À la sortie du métro Denfert-Rochereau, près du Lion de Belfort, vous pouvez visiter les Catacombes, certes. Mais, en faisant preuve d’un peu de curiosité, vous découvrirez le Musée de la Libération de Paris – musée du Général Leclerc – musée Jean-Moulin qui se trouve juste en face. Nous y avons rencontré Sylvie Zaidman, qui en est la directrice. Elle a évoqué pour nous ‘Femmes photographes de guerre’, exposition montrant l’extraordinaire destin de ces femmes reporters de l’extrême !
Article rédigé par : ZIEL Jérôme
Historienne, conservatrice générale, directrice du Musée de la Libération de Paris – musée du général Leclerc – musée Jean Moulin (ML), Sylvie Zaidman nous ouvre les portes de l’exposition Femmes photographes de guerre. Couvrant une période de 75 ans depuis la Deuxième Guerre mondiale jusqu’à la guerre menée par les États-Unis en Irak, cette exposition donne à réfléchir. Elle aide le spectateur à comprendre les conflits du temps présent, comme la guerre en Ukraine, à l’aune de ceux du passé. Dans la première partie de son interview, elle évoque pour nous les pionnières : Gerda Taro et Lee Miller.
Musée de la Libération de Paris – musée du Général Leclerc – musée Jean Moulin
Comme Sylvie le reconnaît, « le nom complet du ML est très long, ceci pour des raisons historiques. Il est né à la fois d’un legs sur Jean Moulin, regroupant des témoignages sur ce dernier ; d’une donation de la Fondation Maréchal Leclerc de Hauteclocque, composée de documents et autres objets concernant le Maréchal et la deuxième Division Blindée qu’il a dirigée lors de la Libération de Paris ; et enfin de la volonté de la Ville de Paris de se doter d’un musée dédié à sa libération. Le ML est donc centré sur ce thème, à travers les parcours du général Leclerc et de Jean Moulin ». Il donne notamment accès, à 25 mètres sous terre, au poste de commandement des Forces Françaises de l’Intérieur pendant toute la semaine qu’aura duré la Libération de Paris.
Avec Paris Musées, organisme gérant quatorze des dix-sept musées de la ville de Paris, parmi lesquels les Catacombes, la Maison de Balzac, le musée de la Vie romantique, le palais Galliera, le Petit Palais, etc., Sylvie veut offrir à son public des exposition variées. En allant des plus historiques aux plus artistiques, sans oublier celles abordant des thèmes plus contemporains. Comme elle nous l’explique : « Ce qui est important pour nous, c’est le public ! Nous voulons lui offrir la possibilité de réfléchir aux évènements qui marquent le monde d’aujourd’hui, grâce à l’histoire ».

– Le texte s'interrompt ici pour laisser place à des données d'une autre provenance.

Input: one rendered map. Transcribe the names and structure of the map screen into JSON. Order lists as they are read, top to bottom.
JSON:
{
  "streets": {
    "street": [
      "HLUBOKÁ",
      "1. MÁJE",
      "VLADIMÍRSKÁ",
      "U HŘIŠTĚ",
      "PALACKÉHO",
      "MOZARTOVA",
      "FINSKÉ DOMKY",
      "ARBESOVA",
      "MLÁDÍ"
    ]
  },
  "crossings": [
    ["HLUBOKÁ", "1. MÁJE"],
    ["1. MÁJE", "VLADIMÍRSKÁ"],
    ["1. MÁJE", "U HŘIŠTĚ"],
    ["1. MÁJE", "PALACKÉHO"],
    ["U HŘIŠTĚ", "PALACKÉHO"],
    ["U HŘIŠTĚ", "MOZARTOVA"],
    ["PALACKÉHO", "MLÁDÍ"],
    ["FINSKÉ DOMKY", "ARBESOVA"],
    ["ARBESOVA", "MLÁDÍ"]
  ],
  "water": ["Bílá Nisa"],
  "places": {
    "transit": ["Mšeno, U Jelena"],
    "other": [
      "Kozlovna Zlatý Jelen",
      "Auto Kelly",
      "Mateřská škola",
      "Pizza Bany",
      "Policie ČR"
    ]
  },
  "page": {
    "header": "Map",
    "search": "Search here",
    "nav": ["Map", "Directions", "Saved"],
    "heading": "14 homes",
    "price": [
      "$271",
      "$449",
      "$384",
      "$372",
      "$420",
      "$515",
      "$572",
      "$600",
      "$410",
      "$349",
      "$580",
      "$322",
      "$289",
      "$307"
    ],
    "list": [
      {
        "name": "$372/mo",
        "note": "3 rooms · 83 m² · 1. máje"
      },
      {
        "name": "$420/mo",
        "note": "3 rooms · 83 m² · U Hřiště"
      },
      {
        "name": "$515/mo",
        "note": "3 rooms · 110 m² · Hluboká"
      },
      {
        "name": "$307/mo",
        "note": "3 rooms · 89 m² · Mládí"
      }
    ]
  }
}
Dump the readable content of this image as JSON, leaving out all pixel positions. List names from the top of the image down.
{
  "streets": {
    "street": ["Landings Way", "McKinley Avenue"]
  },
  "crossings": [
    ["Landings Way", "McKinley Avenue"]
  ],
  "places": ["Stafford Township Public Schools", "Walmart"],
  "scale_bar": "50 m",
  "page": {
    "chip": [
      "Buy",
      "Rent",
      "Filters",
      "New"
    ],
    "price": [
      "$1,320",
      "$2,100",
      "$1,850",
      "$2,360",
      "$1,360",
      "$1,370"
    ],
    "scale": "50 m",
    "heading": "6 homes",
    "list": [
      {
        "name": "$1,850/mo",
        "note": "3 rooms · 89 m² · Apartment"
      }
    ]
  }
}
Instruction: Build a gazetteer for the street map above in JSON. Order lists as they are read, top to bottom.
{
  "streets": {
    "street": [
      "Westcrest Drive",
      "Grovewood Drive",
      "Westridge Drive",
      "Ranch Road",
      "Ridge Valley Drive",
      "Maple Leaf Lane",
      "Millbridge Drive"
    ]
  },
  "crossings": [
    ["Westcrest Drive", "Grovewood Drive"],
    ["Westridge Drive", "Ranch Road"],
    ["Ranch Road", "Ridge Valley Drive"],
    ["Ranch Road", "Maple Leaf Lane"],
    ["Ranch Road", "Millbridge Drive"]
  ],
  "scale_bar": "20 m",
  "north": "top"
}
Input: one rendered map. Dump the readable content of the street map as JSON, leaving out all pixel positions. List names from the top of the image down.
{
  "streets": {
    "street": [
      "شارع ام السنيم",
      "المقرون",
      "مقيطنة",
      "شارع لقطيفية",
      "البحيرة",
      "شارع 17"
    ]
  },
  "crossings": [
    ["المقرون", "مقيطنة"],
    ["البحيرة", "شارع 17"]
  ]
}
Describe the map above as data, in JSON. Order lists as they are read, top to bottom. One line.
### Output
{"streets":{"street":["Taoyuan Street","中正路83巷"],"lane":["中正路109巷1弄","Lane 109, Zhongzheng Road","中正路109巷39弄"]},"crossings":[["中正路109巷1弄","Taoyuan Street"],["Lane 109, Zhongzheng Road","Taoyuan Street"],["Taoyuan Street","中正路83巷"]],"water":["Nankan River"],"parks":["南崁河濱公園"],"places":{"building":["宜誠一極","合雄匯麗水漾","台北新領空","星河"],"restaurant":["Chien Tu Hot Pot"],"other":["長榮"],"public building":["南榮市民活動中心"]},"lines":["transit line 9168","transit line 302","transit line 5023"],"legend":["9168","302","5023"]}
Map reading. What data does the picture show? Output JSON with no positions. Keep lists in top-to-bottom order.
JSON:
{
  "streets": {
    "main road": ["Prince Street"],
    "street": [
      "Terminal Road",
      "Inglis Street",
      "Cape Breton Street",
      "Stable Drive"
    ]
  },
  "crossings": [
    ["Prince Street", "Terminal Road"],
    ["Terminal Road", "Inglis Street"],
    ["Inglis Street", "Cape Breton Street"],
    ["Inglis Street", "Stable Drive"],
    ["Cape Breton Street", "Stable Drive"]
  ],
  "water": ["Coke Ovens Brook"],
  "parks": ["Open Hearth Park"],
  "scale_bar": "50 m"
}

Écoutons Sylvie nous raconter comment huit femmes photographes ont consacré leur existence à témoigner des conflits armés ayant ensanglanté notre monde depuis 1936. De ces conflits d’une violence souvent extrême, personne ne ressort indemne. Ni les populations civiles, ni les soldats, ni même les visiteurs qui viennent découvrir cette magnifique exposition !
Gerda Taro : en première ligne, aux côtés de l’armée du peuple
De son vrai nom Gerta Pohorylle, Gerda Taro est née en Allemagne en 1910 au sein d’une famille juive. Très jeune, elle devient une sympathisante communiste. Son profil en fait donc une victime toute désignée du nazisme dans l’Allemagne des années 30. Elle quitte alors son pays pour se rendre à Paris où elle rencontre un autre exilé qui lui, est hongrois : Endre Friedmann.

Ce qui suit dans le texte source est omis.